** PROMPT **
Keep every line in which "leaving" occurs and drop the rest of the data.

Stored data
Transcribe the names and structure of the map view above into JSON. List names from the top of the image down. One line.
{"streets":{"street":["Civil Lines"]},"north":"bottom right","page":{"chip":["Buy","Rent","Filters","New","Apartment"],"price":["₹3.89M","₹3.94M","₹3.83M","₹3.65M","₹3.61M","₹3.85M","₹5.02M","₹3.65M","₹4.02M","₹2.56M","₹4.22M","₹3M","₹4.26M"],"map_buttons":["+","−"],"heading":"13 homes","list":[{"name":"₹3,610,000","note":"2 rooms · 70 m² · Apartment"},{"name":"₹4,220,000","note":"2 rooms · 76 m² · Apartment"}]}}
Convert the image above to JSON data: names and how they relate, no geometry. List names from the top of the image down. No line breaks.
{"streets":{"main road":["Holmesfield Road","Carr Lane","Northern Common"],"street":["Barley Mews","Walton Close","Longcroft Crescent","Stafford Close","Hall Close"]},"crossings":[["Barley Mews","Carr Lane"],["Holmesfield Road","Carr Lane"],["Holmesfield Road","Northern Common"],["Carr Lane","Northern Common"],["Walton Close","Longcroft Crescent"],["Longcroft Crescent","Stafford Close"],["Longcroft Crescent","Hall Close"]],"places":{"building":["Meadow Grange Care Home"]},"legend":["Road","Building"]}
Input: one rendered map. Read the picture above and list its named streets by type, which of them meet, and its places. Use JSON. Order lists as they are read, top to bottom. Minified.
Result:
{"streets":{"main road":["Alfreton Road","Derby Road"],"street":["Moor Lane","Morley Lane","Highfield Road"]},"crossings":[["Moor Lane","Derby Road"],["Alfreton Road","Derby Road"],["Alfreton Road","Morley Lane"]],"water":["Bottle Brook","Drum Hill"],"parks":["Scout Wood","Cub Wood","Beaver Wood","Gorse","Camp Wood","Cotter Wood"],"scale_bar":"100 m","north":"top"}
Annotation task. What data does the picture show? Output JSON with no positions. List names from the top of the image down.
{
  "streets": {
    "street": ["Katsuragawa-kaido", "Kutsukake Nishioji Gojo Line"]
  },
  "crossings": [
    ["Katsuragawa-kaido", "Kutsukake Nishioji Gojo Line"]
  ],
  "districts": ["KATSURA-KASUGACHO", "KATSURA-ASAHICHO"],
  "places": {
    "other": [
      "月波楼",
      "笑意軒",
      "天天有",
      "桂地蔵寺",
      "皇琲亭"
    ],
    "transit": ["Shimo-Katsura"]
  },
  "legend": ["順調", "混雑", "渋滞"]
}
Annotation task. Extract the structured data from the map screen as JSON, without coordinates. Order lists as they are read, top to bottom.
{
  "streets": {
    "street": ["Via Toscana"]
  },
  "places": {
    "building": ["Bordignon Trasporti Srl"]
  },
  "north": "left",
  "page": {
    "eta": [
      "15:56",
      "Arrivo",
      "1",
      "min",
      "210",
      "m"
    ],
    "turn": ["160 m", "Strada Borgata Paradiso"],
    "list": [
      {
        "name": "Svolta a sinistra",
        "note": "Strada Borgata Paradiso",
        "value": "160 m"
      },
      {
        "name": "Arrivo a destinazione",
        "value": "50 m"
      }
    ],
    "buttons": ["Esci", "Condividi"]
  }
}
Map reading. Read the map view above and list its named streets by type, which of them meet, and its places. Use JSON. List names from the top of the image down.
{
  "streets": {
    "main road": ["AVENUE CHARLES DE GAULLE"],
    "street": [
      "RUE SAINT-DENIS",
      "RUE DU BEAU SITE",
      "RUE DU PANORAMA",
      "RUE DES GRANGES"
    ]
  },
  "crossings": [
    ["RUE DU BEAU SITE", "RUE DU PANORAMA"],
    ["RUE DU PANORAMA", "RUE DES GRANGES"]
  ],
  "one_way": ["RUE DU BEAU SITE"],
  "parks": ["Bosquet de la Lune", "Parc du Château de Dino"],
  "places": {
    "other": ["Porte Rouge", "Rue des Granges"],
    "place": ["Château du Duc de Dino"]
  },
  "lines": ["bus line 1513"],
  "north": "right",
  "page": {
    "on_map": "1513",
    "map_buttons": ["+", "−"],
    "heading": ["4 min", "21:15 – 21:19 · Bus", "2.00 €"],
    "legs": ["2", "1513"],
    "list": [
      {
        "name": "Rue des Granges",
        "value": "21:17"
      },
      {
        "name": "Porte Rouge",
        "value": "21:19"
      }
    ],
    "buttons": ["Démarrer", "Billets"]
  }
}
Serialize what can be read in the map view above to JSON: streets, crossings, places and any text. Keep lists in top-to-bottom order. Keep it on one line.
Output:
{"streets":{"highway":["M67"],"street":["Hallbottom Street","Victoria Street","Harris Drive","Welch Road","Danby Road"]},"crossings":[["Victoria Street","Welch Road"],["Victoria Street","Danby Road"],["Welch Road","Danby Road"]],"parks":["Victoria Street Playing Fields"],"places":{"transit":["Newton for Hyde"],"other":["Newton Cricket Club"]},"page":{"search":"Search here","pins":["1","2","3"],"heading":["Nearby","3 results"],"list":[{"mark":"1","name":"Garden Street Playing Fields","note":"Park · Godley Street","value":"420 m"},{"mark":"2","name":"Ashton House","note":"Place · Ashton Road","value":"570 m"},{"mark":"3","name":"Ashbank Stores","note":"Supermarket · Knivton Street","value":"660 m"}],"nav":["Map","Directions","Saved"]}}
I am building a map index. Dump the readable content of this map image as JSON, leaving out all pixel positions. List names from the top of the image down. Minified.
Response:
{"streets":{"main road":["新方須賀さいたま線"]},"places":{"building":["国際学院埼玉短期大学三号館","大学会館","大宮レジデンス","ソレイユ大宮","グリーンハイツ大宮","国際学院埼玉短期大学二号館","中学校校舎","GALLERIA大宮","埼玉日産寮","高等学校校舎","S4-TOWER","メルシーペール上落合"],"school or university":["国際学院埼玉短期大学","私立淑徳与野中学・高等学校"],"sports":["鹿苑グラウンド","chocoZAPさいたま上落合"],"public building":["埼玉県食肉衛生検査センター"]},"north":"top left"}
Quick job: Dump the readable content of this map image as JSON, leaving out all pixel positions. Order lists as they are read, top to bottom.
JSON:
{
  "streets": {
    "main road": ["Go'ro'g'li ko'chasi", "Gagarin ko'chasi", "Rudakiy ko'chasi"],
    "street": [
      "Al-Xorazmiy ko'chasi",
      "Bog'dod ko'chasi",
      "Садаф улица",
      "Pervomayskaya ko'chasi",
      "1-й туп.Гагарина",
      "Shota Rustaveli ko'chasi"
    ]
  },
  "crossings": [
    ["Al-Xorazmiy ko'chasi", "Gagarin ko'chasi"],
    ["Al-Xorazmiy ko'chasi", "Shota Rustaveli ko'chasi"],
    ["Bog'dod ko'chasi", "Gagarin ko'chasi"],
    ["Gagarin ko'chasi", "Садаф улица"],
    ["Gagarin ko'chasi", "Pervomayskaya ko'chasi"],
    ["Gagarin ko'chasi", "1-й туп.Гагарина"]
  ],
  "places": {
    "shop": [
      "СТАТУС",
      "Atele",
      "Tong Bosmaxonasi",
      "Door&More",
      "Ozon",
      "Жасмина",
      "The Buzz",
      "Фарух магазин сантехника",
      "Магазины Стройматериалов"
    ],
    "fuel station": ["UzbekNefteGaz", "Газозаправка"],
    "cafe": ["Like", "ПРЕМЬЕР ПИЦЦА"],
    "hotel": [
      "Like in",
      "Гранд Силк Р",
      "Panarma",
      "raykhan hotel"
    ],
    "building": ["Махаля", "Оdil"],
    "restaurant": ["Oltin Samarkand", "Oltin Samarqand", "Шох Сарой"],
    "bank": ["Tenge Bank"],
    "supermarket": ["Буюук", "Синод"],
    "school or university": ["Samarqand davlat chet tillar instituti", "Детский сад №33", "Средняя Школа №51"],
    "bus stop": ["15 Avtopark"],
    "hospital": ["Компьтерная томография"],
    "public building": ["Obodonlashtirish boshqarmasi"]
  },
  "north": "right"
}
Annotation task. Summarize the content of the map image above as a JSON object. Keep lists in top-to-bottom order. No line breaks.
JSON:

** SOLVED EXERCISE **
I am building a map index. Dump the readable content of this map image as JSON, leaving out all pixel positions. List names from the top of the image down. Minified.
Quick job: Dump the readable content of this map image as JSON, leaving out all pixel positions. Order lists as they are read, top to bottom.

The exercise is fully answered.